> "A little more detail - Puppy is a small distro that boots from CD (or
> USB or HDD or FDD or just about anything that you can persuade the
> computer to boot from). It loads entirely into RAM, clearing the
> originating CD for normal use. It aims to give you all the normal tools
> you want, in a small package - Abiword, Firefox, etc. It's very easy to
> roll your own puppy .iso, tweaked and augmented (or shrunk) to your
> hearts content. Downside: You need RAM. The entire OS and software
> loads into RAM. 128MB gives you everything. It is claimed that you can
> get away with any 586 and 32MB RAM with tweaking. Upside, it is quick.

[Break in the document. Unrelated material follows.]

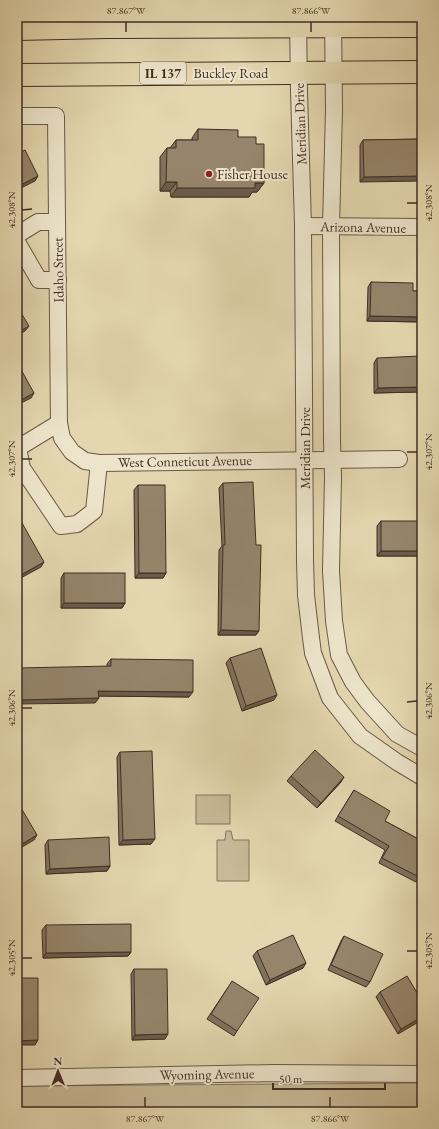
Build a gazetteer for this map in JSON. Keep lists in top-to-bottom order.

> You can point it to a USB stick or local filesystem for persistent
> /home. Today was my first exposure to it, and I was impressed. "
>
> Say again, It loads entirely into RAM.
>
> >From the puppy site:
>
> "When Puppy boots, everything uncompresses into a RAM area that we call
> a "ramdisk". The live-CD will bootup on systems with only 32M RAM, but
> the more RAM you have the more Puppy is able to keep files permanently
> in ramdisk hence more speed. A PC with 128M RAM is the recommended
> minimum.
>
> Note that Puppy will automatically use a swap partition if it exists.
> When booting from a USB Flash device, Puppy tries to load all the Flash
> files into physical RAM, but if there is not enough RAM then Puppy is
> able to copy the excess to a swap partition if it exists. This
> eliminates writes to the Flash memory during a session, greatly
> extending its life span.
>
> You may need to have a swap partition to run Firefox on PCs with less
> than 64M RAM. Certainly, for a PC with only 32M RAM, a swap partition is
> necessary to run most of the large GUI applications."
>
> You don't need another partition for norrmal use on a system with 128M
> RAM. If you have less than 128M RAM you would be better off to have an
> existing swap partition.
>
> Just download the .iso, burn a cd and boot off it. and no, in response
> to your friday post, it won't eat your MBR.
>
>
> >
Have done Nick. Nice interface, less than 50mb download. Comes with
about all one need for a general purpose system. Firewall, but I'm
finding it easy to config to get my email working over network DSL.
Still, I have Ubuntu working nicely.